__TASK DETAILS__. Below is a listing. Gather each line of it that contains "function".

___ DATA ___

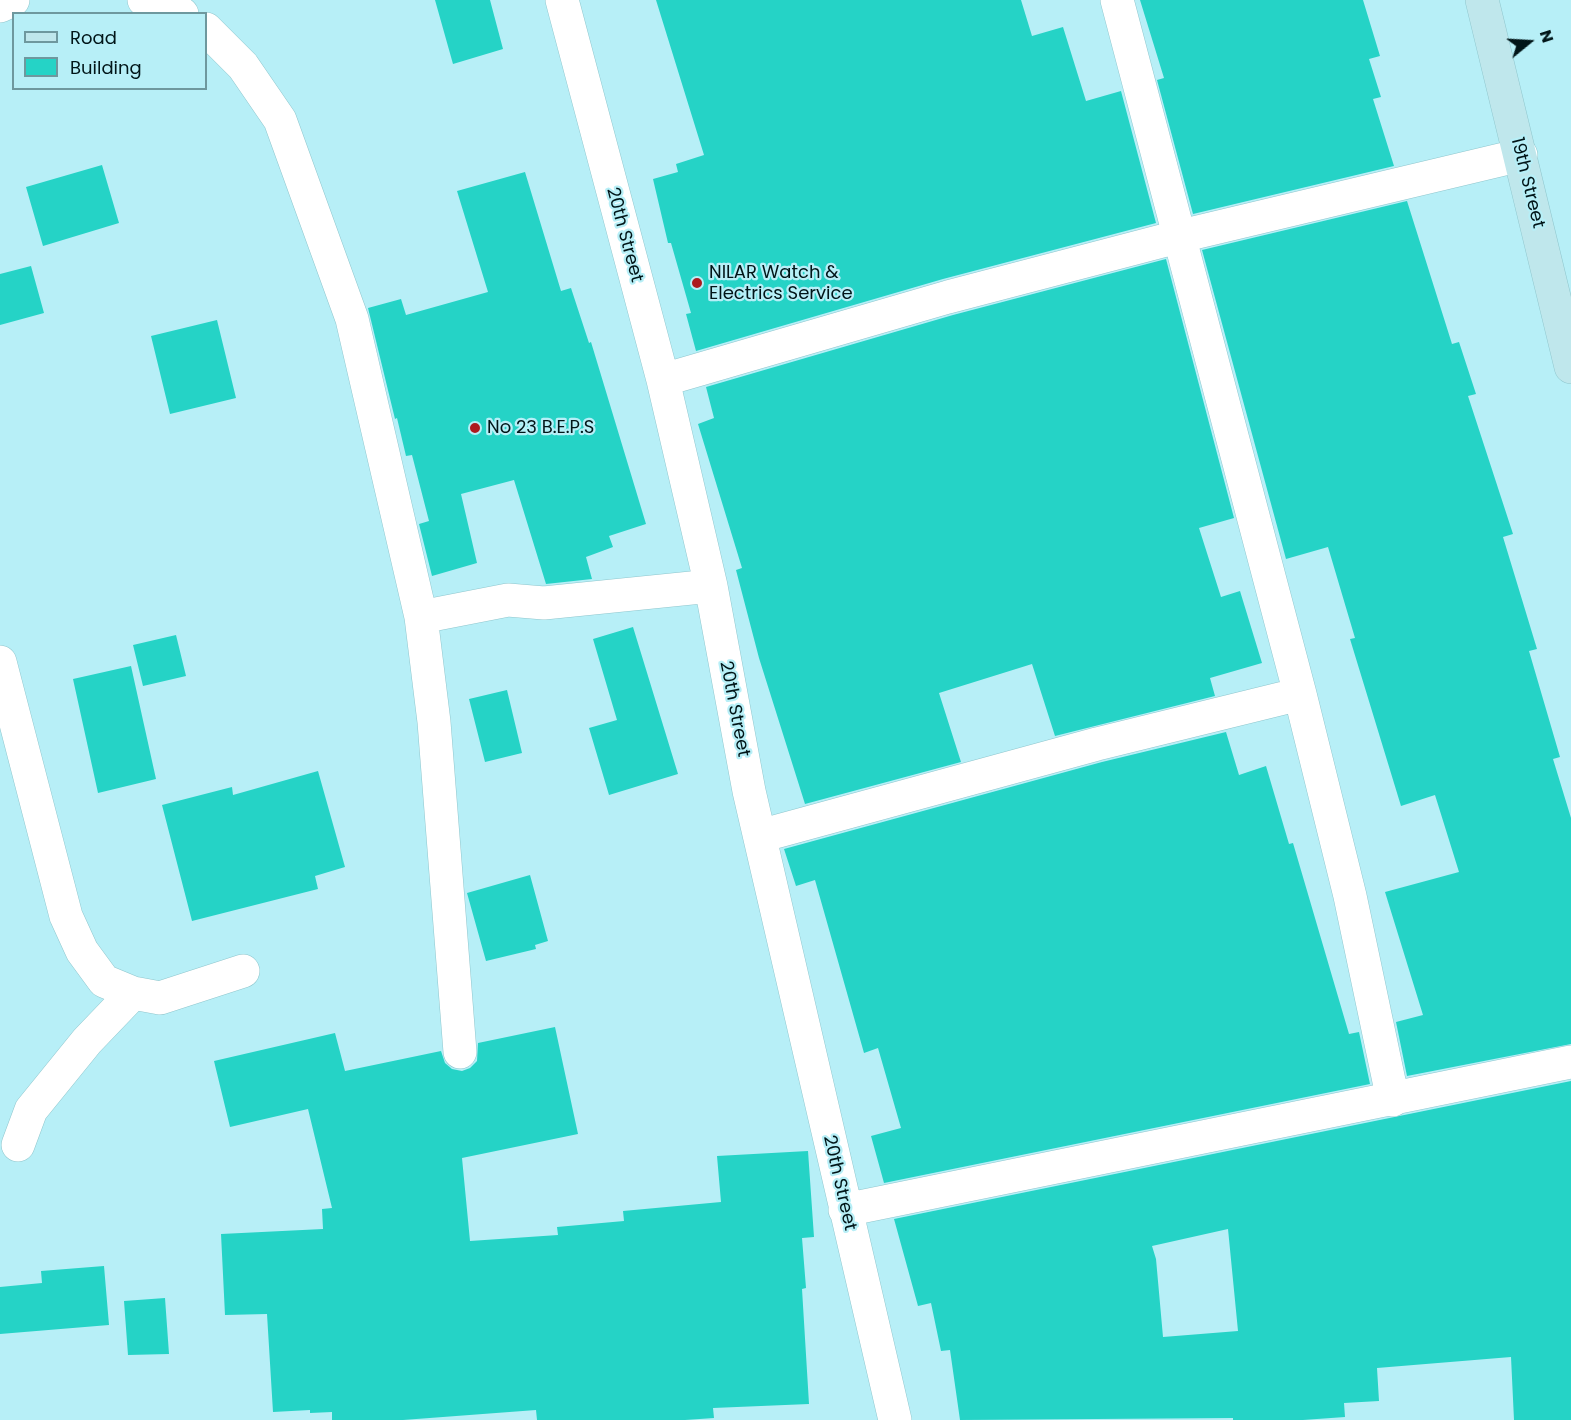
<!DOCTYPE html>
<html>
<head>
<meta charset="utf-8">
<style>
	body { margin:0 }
	#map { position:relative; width:1571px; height:1420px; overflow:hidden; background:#b7eff7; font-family:Poppins,sans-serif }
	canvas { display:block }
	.legend { position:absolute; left:12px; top:12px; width:195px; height:78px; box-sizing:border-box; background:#b7eff7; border:2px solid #6e989e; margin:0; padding:8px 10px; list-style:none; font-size:18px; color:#011518 }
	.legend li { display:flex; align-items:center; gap:12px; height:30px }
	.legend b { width:30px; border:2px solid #6e989e }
	.north { position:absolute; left:1499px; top:12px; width:60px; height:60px; -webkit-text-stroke:4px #b7eff7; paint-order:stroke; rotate:72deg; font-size:16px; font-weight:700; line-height:24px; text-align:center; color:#011518 }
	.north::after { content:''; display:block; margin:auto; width:21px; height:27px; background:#011518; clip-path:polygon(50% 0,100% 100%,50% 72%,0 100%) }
</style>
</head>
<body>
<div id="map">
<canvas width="1571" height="1420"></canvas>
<ul class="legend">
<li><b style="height:8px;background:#bfe7ec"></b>Road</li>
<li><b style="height:16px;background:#25d3c6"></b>Building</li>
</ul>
<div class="north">N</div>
</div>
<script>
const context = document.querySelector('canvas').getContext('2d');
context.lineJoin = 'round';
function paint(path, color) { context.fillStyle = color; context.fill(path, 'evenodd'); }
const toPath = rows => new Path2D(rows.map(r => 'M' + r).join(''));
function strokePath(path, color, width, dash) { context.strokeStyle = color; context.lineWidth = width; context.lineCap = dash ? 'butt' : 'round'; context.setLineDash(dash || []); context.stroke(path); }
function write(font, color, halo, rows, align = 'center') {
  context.font = font + ' Poppins,sans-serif'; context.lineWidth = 4.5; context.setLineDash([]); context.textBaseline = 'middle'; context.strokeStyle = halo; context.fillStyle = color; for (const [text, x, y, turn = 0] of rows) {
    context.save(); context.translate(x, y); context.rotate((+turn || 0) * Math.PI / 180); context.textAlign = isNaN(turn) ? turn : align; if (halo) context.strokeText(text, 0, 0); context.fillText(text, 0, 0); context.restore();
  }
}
const building = toPath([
	[435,0,490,0,503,49,453,64],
	[656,0,1021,0,1032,36,1063,27,1086,101,1121,91,1156,223,943,279,696,351,686,314,691,313,671,243,668,243,653,179,678,172,676,164,704,155],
	[1140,0,1363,0,1380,56,1369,59,1381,97,1373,99,1394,166,1193,214,1157,80,1164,78],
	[102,165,119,223,43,246,26,187],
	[525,172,561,291,571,288,589,343,591,342,646,524,609,536,613,547,586,557,592,579,546,584,514,480,461,494,477,563,432,576,419,524,429,521,412,455,406,456,397,418,395,419,368,308,401,299,406,315,488,292,457,191],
	[1407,201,1452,344,1459,342,1476,394,1468,396,1513,534,1503,537,1537,649,1529,651,1560,757,1553,759,1571,818,1571,1044,1407,1076,1396,1022,1423,1015,1385,892,1459,872,1435,795,1401,806,1350,639,1355,638,1328,547,1286,559,1202,250],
	[1166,259,1234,518,1199,528,1221,597,1240,591,1262,663,1210,678,1215,696,1055,736,1032,664,939,693,961,762,805,804,759,658,736,570,742,568,698,424,714,418,706,387,953,315],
	[31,266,44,313,0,325,0,274],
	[217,320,236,398,170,414,151,336],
	[633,627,678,774,609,795,589,728,617,720,593,639],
	[176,635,186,676,143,686,133,645],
	[131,666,156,779,98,793,73,679],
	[507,690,522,753,485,762,469,699],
	[1226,732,1239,775,1266,766,1289,844,1293,843,1349,1034,1359,1032,1370,1084,884,1183,871,1136,901,1128,878,1048,864,1053,815,880,796,886,784,849,1102,762],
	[318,771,345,867,315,876,318,889,192,921,162,805,232,787,233,795],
	[530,875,548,941,535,945,536,949,486,961,467,893],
	[555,1027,578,1134,462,1158,470,1241,558,1235,557,1227,624,1221,623,1211,721,1202,717,1156,808,1151,814,1237,802,1238,806,1288,802,1289,809,1404,713,1408,714,1418,685,1420,537,1420,536,1410,403,1420,332,1420,332,1412,310,1413,310,1410,273,1412,267,1314,225,1315,221,1234,323,1229,322,1209,332,1208,308,1109,230,1127,214,1061,335,1033,345,1071,441,1051,445,1063,452,1069,462,1071,470,1068,477,1061,478,1043],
	[1571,1081,1571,1420,1514,1420,1511,1357,1377,1368,1379,1401,1344,1403,1345,1417,1303,1420,1233,1420,1233,1418,960,1420,950,1350,941,1351,931,1303,918,1306,894,1219],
	[1228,1229,1238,1331,1163,1337,1156,1259,1152,1246],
	[104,1266,109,1325,0,1334,0,1287,42,1283,41,1271],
	[165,1298,169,1354,128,1355,124,1301]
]);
const street = toPath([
	[144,0,182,14],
	[562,0,663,380,711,586,749,791,895,1420],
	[1117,0,1300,694,1350,896,1393,1100],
	[0,6,13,0],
	[206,29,243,66,280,120,352,319,421,617,434,722,460,1052],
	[663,380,948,297,1181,236,1521,155],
	[421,617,508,600,544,603,711,586],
	[0,662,66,916,82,951,104,981,133,993,160,998,243,971],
	[760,836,1097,744,1300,694],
	[18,1145,31,1110,87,1041,133,993],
	[845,1210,1571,1062]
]);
const secondary = toPath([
	[1482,0,1571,367]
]);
const markers = [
	[697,283,6,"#ac1a1e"],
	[475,428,6,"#ac1a1e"]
];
const streetNames = [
	["19th Street",1527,183,76],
	["20th Street",624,235,75],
	["20th Street",734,709,79],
	["20th Street",839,1183,77]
];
const poiNames = [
	["NILAR Watch &",709,273],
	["Electrics Service",709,294],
	["No 23 B.E.P.S",487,428]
];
paint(building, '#25d3c6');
strokePath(street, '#8fc6cd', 34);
strokePath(secondary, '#8fc6cd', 34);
strokePath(street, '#fff', 33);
strokePath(secondary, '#bfe7ec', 33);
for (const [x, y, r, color] of markers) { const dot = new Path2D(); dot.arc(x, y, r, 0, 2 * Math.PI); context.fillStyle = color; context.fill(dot); strokePath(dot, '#b7eff7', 2); }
write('18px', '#011518', '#b7eff7', streetNames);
write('18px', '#011518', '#b7eff7', poiNames, 'left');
</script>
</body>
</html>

___

__RESPONSE BOX__.
function paint(path, color) { context.fillStyle = color; context.fill(path, 'evenodd'); }
function strokePath(path, color, width, dash) { context.strokeStyle = color; context.lineWidth = width; context.lineCap = dash ? 'butt' : 'round'; context.setLineDash(dash || []); context.stroke(path); }
function write(font, color, halo, rows, align = 'center') {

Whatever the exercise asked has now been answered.